(GIVEN INFORMATION)
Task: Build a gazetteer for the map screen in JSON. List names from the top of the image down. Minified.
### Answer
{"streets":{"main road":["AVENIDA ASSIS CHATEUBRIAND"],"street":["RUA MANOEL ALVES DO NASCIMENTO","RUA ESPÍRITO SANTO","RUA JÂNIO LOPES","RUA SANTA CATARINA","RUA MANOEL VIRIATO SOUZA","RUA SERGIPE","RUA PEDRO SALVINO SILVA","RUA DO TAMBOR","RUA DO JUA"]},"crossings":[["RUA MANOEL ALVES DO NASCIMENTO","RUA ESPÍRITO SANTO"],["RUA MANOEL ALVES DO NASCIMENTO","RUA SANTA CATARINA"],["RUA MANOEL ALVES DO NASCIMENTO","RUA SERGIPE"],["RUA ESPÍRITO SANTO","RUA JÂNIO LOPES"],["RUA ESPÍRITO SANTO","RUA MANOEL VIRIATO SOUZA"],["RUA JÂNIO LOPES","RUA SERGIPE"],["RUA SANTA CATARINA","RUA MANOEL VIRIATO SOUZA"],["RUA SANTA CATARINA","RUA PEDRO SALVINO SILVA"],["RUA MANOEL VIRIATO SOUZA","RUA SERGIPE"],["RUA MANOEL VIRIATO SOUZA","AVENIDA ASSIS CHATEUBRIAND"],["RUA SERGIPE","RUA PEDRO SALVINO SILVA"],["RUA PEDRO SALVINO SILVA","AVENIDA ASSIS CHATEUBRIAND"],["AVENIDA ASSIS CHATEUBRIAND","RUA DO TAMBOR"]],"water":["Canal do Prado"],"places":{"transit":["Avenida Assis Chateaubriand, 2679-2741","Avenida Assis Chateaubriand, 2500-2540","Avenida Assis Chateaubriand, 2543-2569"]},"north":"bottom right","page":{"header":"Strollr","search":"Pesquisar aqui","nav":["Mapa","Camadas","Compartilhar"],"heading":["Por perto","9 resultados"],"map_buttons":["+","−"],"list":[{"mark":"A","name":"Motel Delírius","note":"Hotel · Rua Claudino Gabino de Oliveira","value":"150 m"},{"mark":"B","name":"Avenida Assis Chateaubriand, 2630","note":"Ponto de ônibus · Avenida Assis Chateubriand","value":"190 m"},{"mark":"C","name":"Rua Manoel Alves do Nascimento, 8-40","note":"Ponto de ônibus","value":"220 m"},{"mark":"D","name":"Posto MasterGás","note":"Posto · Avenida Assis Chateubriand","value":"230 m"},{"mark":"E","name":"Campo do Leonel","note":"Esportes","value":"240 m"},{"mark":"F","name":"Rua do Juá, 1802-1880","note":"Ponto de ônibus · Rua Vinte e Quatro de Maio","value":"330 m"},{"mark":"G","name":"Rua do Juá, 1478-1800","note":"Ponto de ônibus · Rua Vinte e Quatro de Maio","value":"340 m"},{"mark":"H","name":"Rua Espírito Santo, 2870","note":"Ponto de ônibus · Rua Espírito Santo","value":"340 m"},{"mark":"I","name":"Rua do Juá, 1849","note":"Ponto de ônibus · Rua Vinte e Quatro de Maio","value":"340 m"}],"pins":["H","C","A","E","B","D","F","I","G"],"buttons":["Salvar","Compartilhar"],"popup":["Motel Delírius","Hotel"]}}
(End GIVEN INFORMATION)
* _EXERCISE AIM_:
The data must be given again in full. Keep every line identical.

* _TASK RESPONSE_:
Task: Build a gazetteer for the map screen in JSON. List names from the top of the image down. Minified.
### Answer
{"streets":{"main road":["AVENIDA ASSIS CHATEUBRIAND"],"street":["RUA MANOEL ALVES DO NASCIMENTO","RUA ESPÍRITO SANTO","RUA JÂNIO LOPES","RUA SANTA CATARINA","RUA MANOEL VIRIATO SOUZA","RUA SERGIPE","RUA PEDRO SALVINO SILVA","RUA DO TAMBOR","RUA DO JUA"]},"crossings":[["RUA MANOEL ALVES DO NASCIMENTO","RUA ESPÍRITO SANTO"],["RUA MANOEL ALVES DO NASCIMENTO","RUA SANTA CATARINA"],["RUA MANOEL ALVES DO NASCIMENTO","RUA SERGIPE"],["RUA ESPÍRITO SANTO","RUA JÂNIO LOPES"],["RUA ESPÍRITO SANTO","RUA MANOEL VIRIATO SOUZA"],["RUA JÂNIO LOPES","RUA SERGIPE"],["RUA SANTA CATARINA","RUA MANOEL VIRIATO SOUZA"],["RUA SANTA CATARINA","RUA PEDRO SALVINO SILVA"],["RUA MANOEL VIRIATO SOUZA","RUA SERGIPE"],["RUA MANOEL VIRIATO SOUZA","AVENIDA ASSIS CHATEUBRIAND"],["RUA SERGIPE","RUA PEDRO SALVINO SILVA"],["RUA PEDRO SALVINO SILVA","AVENIDA ASSIS CHATEUBRIAND"],["AVENIDA ASSIS CHATEUBRIAND","RUA DO TAMBOR"]],"water":["Canal do Prado"],"places":{"transit":["Avenida Assis Chateaubriand, 2679-2741","Avenida Assis Chateaubriand, 2500-2540","Avenida Assis Chateaubriand, 2543-2569"]},"north":"bottom right","page":{"header":"Strollr","search":"Pesquisar aqui","nav":["Mapa","Camadas","Compartilhar"],"heading":["Por perto","9 resultados"],"map_buttons":["+","−"],"list":[{"mark":"A","name":"Motel Delírius","note":"Hotel · Rua Claudino Gabino de Oliveira","value":"150 m"},{"mark":"B","name":"Avenida Assis Chateaubriand, 2630","note":"Ponto de ônibus · Avenida Assis Chateubriand","value":"190 m"},{"mark":"C","name":"Rua Manoel Alves do Nascimento, 8-40","note":"Ponto de ônibus","value":"220 m"},{"mark":"D","name":"Posto MasterGás","note":"Posto · Avenida Assis Chateubriand","value":"230 m"},{"mark":"E","name":"Campo do Leonel","note":"Esportes","value":"240 m"},{"mark":"F","name":"Rua do Juá, 1802-1880","note":"Ponto de ônibus · Rua Vinte e Quatro de Maio","value":"330 m"},{"mark":"G","name":"Rua do Juá, 1478-1800","note":"Ponto de ônibus · Rua Vinte e Quatro de Maio","value":"340 m"},{"mark":"H","name":"Rua Espírito Santo, 2870","note":"Ponto de ônibus · Rua Espírito Santo","value":"340 m"},{"mark":"I","name":"Rua do Juá, 1849","note":"Ponto de ônibus · Rua Vinte e Quatro de Maio","value":"340 m"}],"pins":["H","C","A","E","B","D","F","I","G"],"buttons":["Salvar","Compartilhar"],"popup":["Motel Delírius","Hotel"]}}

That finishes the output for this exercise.